(EXERCISE MATERIALS)

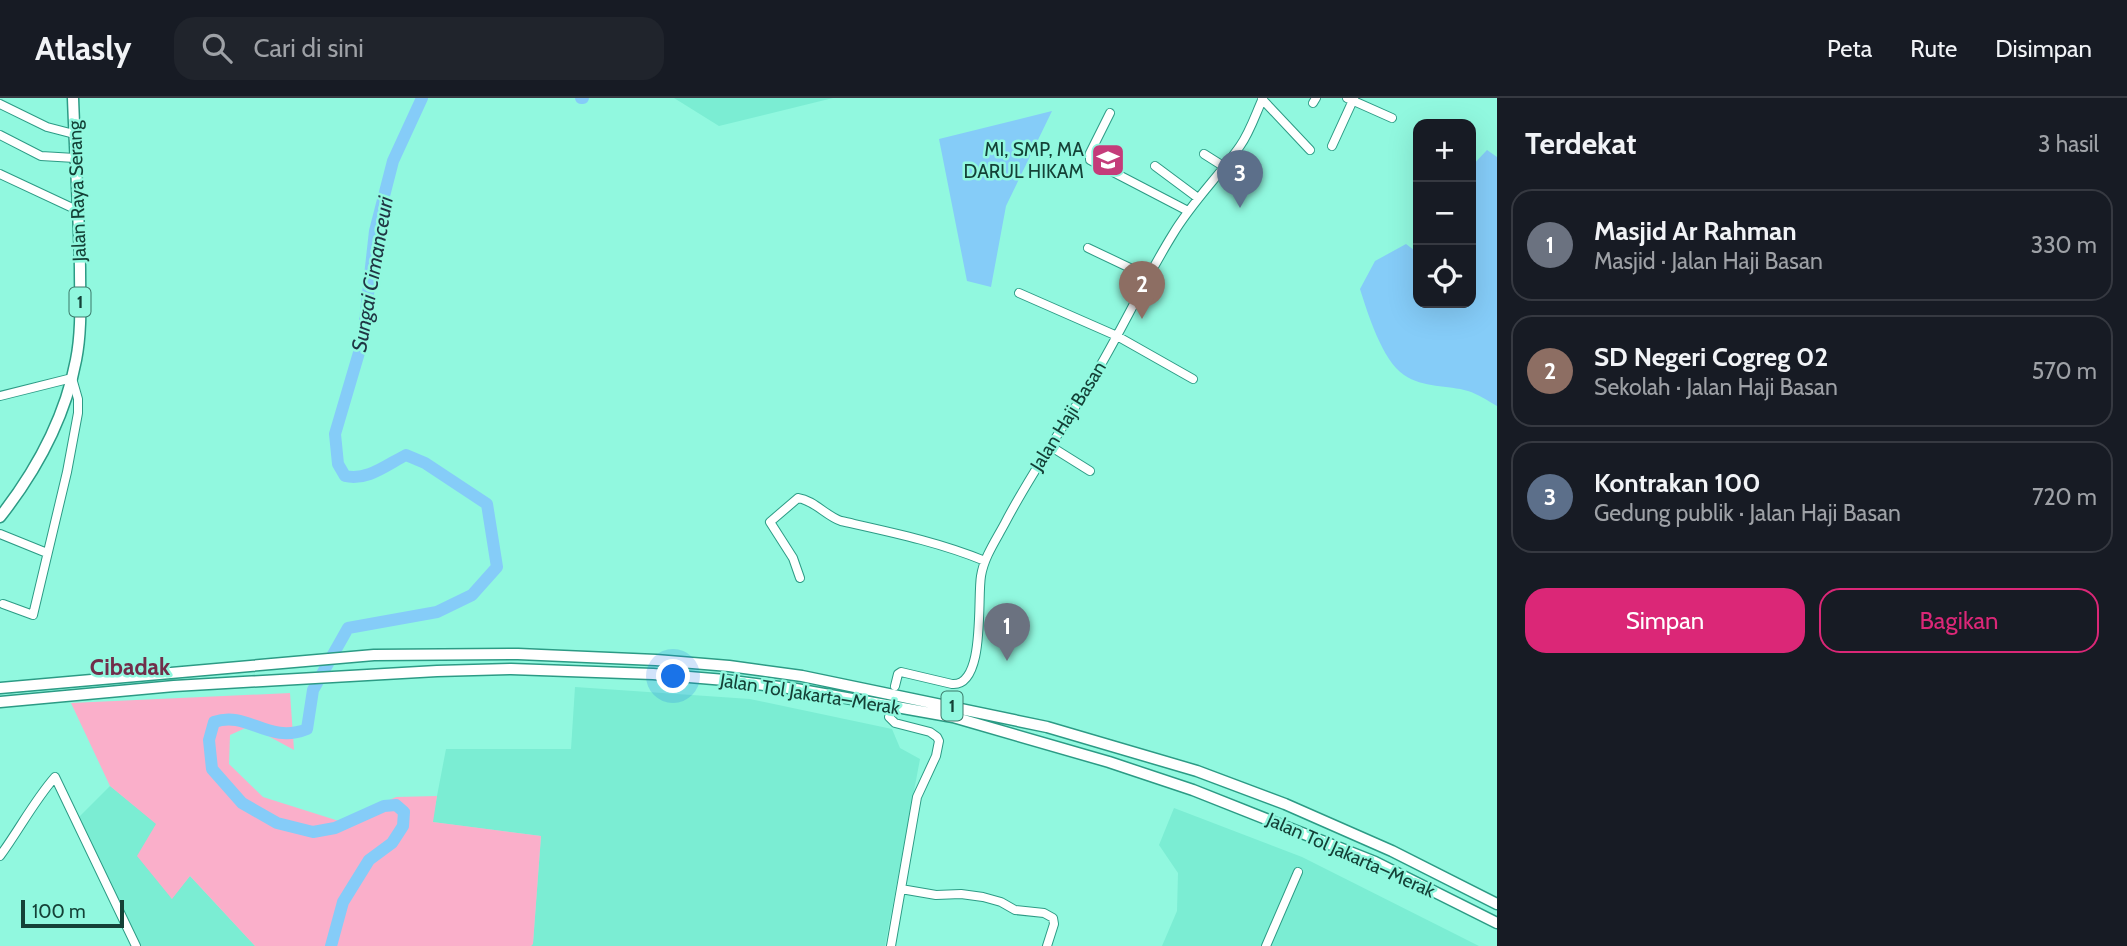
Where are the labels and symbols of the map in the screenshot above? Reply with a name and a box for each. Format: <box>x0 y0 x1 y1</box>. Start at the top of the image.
street label: Jalan Raya Serang <box>63 120 91 263</box>
place label: MI, SMP, MA DARUL HIKAM <box>964 138 1084 183</box>
school or university icon: MI, SMP, MA DARUL HIKAM <box>1089 141 1127 179</box>
pin: 3 <box>1217 150 1263 208</box>
water label: Sungai Cimanceuri <box>346 194 398 354</box>
pin: 2 <box>1119 261 1165 319</box>
road number: 1 <box>70 288 90 316</box>
street label: Jalan Haji Basan <box>1025 357 1111 476</box>
pin: 1 <box>984 603 1030 661</box>
district label: Cibadak <box>90 653 171 681</box>
your location <box>656 659 690 693</box>
street label: Jalan Tol Jakarta–Merak <box>717 668 902 720</box>
road number: 1 <box>942 692 962 720</box>
street label: Jalan Tol Jakarta–Merak <box>1262 807 1439 903</box>
scale bar <box>21 897 124 929</box>

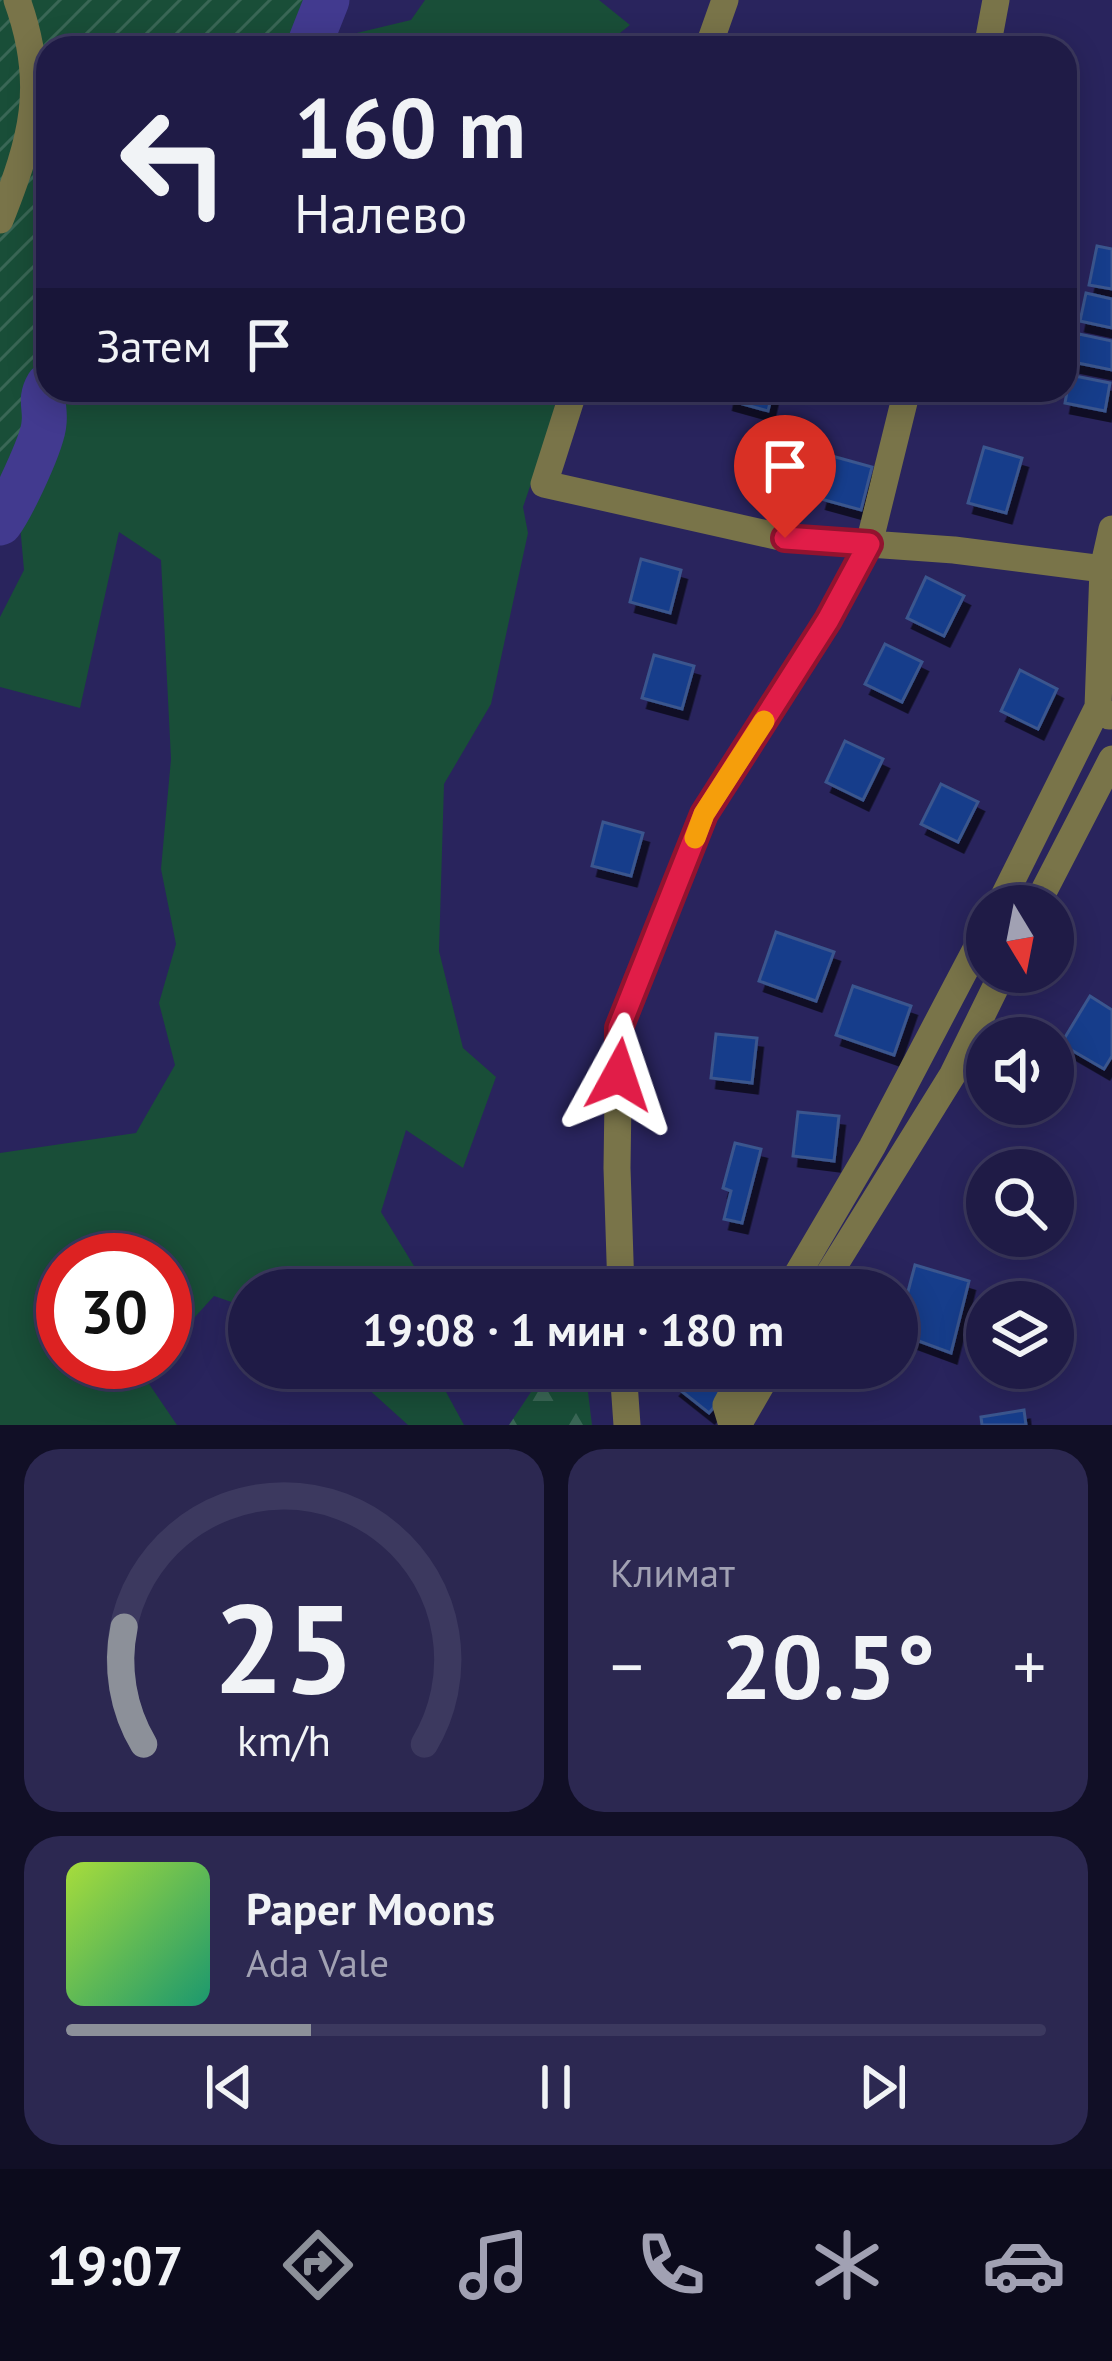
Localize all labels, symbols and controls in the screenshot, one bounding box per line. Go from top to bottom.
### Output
text: 160 m [294,72,526,181]
icon: left [96,84,252,240]
text: Налево [294,178,468,248]
icon: arrive [236,312,302,378]
text: Затем [96,316,212,374]
pin [734,415,836,538]
icon: arrive [752,433,818,499]
north arrow [966,885,1074,993]
map controls [966,885,1074,1389]
position arrow [556,1012,682,1138]
button: sound [966,1017,1074,1125]
button: search [966,1149,1074,1257]
speed limit sign: 30 [36,1233,192,1389]
button: layers [966,1281,1074,1389]
text: 19:08 · 1 мин · 180 m [362,1300,784,1358]
text: Климат [610,1547,735,1598]
text: 25 [213,1566,355,1727]
text: 20.5° [721,1607,935,1724]
text: − [610,1623,643,1708]
text: + [1013,1623,1046,1708]
text: km/h [237,1711,331,1767]
text: Paper Moons [246,1879,495,1937]
text: Ada Vale [246,1937,389,1988]
icon: previous [196,2054,262,2120]
icon: pause [523,2054,589,2120]
icon: next [850,2054,916,2120]
icon: directions [276,2223,360,2307]
icon: music [452,2223,536,2307]
icon: phone [629,2223,713,2307]
icon: climate [805,2223,889,2307]
icon: car [982,2223,1066,2307]
text: 19:07 [46,2230,183,2300]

(End EXERCISE MATERIALS)

→ WHAT YOU WILL DO:
Restate only the lines running from the start of the material above through the line containing "Localize all labels, symbols", ends included. No pictures.

→ RESULT OF THIS TASK:
Where are the labels and symbols of the map in the screenshot above? Reply with a name and a box for each. Format: <box>x0 y0 x1 y1</box>. Start at the top of the image.
street label: Jalan Raya Serang <box>63 120 91 263</box>
place label: MI, SMP, MA DARUL HIKAM <box>964 138 1084 183</box>
school or university icon: MI, SMP, MA DARUL HIKAM <box>1089 141 1127 179</box>
pin: 3 <box>1217 150 1263 208</box>
water label: Sungai Cimanceuri <box>346 194 398 354</box>
pin: 2 <box>1119 261 1165 319</box>
road number: 1 <box>70 288 90 316</box>
street label: Jalan Haji Basan <box>1025 357 1111 476</box>
pin: 1 <box>984 603 1030 661</box>
district label: Cibadak <box>90 653 171 681</box>
your location <box>656 659 690 693</box>
street label: Jalan Tol Jakarta–Merak <box>717 668 902 720</box>
road number: 1 <box>942 692 962 720</box>
street label: Jalan Tol Jakarta–Merak <box>1262 807 1439 903</box>
scale bar <box>21 897 124 929</box>

Localize all labels, symbols and controls in the screenshot, one bounding box per line. Go from top to bottom.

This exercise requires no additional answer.